Only the lines from the opening of the material through the line bearing "function trace(path, color, width, dash)" should be reproduced, exactly and without pictures.

* * * * * * *

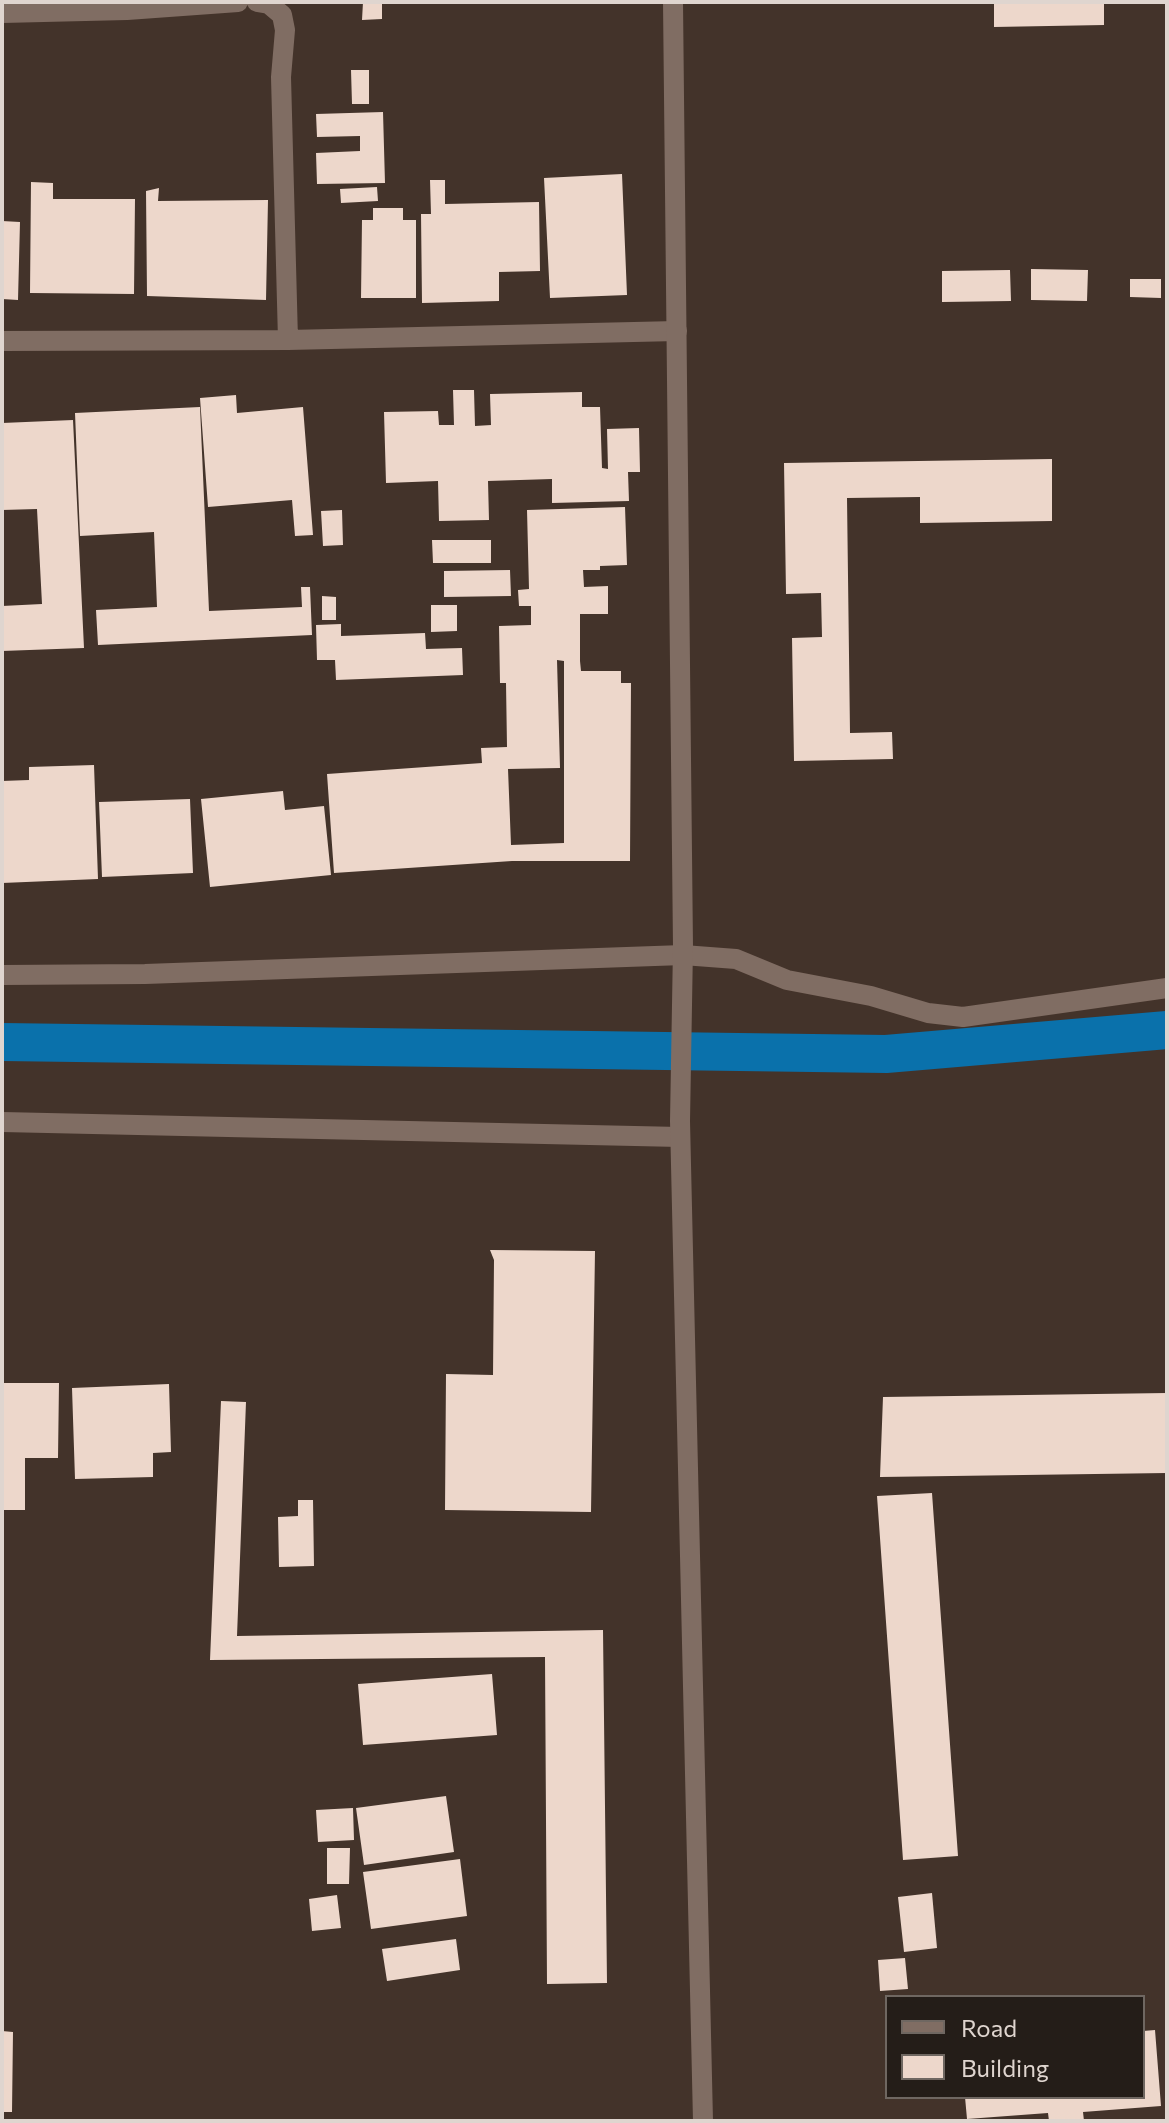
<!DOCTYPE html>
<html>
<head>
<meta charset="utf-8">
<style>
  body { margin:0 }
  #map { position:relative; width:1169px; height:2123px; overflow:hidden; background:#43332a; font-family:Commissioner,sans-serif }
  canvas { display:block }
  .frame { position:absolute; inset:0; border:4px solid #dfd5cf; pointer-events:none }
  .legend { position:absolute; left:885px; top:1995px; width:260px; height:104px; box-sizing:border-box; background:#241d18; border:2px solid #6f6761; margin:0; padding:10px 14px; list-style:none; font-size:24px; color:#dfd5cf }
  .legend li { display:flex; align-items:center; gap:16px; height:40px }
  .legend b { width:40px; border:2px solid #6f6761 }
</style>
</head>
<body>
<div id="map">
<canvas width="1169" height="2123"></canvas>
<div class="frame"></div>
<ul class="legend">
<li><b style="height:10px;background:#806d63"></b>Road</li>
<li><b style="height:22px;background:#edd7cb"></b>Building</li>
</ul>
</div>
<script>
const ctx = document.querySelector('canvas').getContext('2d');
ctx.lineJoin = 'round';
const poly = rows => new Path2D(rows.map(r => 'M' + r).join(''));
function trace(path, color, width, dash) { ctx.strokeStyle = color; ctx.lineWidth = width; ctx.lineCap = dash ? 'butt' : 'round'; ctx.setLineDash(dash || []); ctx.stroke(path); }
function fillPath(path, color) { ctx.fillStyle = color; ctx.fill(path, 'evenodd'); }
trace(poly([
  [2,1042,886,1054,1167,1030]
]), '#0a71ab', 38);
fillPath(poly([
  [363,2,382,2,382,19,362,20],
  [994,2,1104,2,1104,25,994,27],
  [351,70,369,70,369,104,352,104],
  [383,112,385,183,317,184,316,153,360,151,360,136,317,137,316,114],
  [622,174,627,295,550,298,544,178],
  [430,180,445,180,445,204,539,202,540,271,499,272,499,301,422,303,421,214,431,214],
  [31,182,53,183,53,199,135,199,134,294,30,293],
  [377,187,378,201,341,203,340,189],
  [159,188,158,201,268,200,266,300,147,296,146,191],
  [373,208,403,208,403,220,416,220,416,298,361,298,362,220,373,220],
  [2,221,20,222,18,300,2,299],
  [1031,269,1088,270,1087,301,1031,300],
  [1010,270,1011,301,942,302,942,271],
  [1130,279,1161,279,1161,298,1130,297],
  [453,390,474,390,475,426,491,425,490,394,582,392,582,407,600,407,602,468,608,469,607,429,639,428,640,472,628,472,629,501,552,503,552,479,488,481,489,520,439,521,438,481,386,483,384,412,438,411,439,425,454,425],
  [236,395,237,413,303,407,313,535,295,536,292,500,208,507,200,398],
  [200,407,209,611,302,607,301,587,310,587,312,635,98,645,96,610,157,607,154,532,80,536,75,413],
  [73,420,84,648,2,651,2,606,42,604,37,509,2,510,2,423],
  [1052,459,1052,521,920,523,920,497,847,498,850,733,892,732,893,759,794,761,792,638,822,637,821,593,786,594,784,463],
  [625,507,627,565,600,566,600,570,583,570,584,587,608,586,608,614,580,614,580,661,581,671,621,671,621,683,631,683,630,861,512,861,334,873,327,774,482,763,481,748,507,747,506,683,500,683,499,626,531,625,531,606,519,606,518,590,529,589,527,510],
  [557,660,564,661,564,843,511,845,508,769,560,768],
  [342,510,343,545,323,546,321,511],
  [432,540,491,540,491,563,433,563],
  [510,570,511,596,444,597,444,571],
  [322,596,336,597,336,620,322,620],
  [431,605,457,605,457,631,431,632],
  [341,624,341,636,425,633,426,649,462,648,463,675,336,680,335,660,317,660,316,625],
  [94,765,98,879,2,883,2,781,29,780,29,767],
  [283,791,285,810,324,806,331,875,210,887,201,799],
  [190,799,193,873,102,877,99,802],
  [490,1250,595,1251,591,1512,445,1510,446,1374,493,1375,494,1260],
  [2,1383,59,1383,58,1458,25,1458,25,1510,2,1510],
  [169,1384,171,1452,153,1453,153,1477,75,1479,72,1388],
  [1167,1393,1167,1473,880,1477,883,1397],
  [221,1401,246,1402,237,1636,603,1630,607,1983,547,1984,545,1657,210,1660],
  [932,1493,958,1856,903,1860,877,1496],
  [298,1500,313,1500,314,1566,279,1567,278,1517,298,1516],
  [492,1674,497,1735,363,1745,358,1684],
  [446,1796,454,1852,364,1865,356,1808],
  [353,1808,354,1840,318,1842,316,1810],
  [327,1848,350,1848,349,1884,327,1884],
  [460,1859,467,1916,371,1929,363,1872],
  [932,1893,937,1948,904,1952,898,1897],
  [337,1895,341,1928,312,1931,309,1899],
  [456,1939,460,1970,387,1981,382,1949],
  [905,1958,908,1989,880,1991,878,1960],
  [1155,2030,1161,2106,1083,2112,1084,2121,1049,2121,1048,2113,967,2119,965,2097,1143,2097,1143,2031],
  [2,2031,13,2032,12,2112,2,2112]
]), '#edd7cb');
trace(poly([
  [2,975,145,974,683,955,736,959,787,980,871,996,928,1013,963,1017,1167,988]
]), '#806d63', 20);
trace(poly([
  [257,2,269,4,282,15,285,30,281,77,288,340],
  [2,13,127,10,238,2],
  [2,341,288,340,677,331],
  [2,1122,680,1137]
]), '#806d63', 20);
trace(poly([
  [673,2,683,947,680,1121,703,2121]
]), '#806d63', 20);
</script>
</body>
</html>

* * * * * * *

- _Worked solution_:
<!DOCTYPE html>
<html>
<head>
<meta charset="utf-8">
<style>
  body { margin:0 }
  #map { position:relative; width:1169px; height:2123px; overflow:hidden; background:#43332a; font-family:Commissioner,sans-serif }
  canvas { display:block }
  .frame { position:absolute; inset:0; border:4px solid #dfd5cf; pointer-events:none }
  .legend { position:absolute; left:885px; top:1995px; width:260px; height:104px; box-sizing:border-box; background:#241d18; border:2px solid #6f6761; margin:0; padding:10px 14px; list-style:none; font-size:24px; color:#dfd5cf }
  .legend li { display:flex; align-items:center; gap:16px; height:40px }
  .legend b { width:40px; border:2px solid #6f6761 }
</style>
</head>
<body>
<div id="map">
<canvas width="1169" height="2123"></canvas>
<div class="frame"></div>
<ul class="legend">
<li><b style="height:10px;background:#806d63"></b>Road</li>
<li><b style="height:22px;background:#edd7cb"></b>Building</li>
</ul>
</div>
<script>
const ctx = document.querySelector('canvas').getContext('2d');
ctx.lineJoin = 'round';
const poly = rows => new Path2D(rows.map(r => 'M' + r).join(''));
function trace(path, color, width, dash) { ctx.strokeStyle = color; ctx.lineWidth = width; ctx.lineCap = dash ? 'butt' : 'round'; ctx.setLineDash(dash || []); ctx.stroke(path); }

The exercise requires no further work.